Engineering and business school courses both aim to teach students to solve problems, but the approaches they use to reach that objective are traditionally perceived as fundamentally different. Engineering courses provide the students with dense technical knowledge that helps them give a definitive answer to a problem, while business school classes focus more on collaborative learning by confronting the students with real-world cases and by encouraging teamwork in order to find viable solutions to a question, the question not necessarily having a single black and white answer. We combined both of these approaches in a single course by designing the semester-long “Introduction to Nanobiotechnology and Nanobioscience” course. This engineering course was directed towards senior undergraduate and first year graduate students.
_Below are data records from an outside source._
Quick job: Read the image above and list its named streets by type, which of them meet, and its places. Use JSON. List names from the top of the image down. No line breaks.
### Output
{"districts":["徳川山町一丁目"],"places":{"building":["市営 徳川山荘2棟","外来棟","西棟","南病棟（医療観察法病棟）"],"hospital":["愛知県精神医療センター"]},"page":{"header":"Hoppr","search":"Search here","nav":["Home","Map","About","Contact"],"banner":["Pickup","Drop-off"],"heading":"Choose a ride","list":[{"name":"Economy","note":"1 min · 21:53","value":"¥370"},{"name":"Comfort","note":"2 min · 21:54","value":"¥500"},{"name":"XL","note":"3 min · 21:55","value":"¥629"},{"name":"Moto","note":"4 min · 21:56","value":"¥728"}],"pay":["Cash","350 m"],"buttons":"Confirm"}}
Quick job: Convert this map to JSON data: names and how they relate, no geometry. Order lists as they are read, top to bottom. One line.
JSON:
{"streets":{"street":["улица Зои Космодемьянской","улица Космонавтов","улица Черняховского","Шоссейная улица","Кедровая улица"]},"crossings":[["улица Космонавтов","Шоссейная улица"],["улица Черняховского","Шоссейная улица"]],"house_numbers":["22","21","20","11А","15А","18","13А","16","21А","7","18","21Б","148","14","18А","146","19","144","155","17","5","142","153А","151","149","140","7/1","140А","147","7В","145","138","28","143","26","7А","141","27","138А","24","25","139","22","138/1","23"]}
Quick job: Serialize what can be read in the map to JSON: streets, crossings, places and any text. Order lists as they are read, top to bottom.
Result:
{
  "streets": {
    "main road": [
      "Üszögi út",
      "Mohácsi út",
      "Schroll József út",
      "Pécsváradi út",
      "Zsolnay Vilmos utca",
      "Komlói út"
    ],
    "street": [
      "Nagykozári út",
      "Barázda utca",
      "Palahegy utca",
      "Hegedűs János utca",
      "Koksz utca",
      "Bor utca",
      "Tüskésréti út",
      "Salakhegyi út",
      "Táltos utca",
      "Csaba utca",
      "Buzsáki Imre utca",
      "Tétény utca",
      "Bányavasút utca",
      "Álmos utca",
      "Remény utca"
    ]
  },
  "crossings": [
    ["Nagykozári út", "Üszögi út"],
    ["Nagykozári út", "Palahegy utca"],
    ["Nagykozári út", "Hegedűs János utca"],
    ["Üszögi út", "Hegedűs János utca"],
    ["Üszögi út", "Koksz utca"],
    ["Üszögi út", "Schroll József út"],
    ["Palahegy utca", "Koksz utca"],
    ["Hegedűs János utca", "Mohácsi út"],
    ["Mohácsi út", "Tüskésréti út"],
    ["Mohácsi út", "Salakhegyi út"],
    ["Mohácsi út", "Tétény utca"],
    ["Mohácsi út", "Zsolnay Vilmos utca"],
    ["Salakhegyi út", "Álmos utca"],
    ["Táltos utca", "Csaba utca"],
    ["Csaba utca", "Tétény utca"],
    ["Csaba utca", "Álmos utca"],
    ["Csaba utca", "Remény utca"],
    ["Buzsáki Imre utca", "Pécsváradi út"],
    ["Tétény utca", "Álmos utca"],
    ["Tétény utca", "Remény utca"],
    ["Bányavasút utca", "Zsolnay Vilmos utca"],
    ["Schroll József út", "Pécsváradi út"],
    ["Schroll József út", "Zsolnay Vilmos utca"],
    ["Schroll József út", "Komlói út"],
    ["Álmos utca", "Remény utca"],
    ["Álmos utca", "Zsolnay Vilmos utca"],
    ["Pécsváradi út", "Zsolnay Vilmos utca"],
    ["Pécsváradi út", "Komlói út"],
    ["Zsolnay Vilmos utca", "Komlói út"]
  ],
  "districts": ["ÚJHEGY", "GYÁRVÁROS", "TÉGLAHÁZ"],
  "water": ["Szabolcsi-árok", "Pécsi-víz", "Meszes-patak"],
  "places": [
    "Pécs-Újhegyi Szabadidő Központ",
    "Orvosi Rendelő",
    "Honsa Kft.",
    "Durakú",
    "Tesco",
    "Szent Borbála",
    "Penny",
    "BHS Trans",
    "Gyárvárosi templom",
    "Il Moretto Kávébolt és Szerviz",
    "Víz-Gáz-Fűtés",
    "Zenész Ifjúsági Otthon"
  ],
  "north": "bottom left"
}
It incorporated key elements of business schools’ case study approach to learning, without altering the class time or the elements drawn from the traditional engineering education style. The format and different active elements of this hybrid course was presented at the ASEE last year as a work-in-progress project.
Building on that prior work, our objective here is to prove the effectiveness of the hybrid format introduced in the course. To that end, two feedback tools were implemented: (1) a pre-course survey was used to gauge the students’ self-reported knowledge on key element of the course. The same survey questions were added to the end of semester survey, thus enabling us to quantify the progress that was made. (2) Students’ participation was recorded both qualitatively and quantitatively during all class sessions, thus providing us with information about the effect of the business-school inspired elements on students’ participation, and the repercussions those activities had on the traditional lecture sessions.
Are you a researcher? Would you like to cite this paper?
Visit the ASEE document repository at
for more tools and easy citations.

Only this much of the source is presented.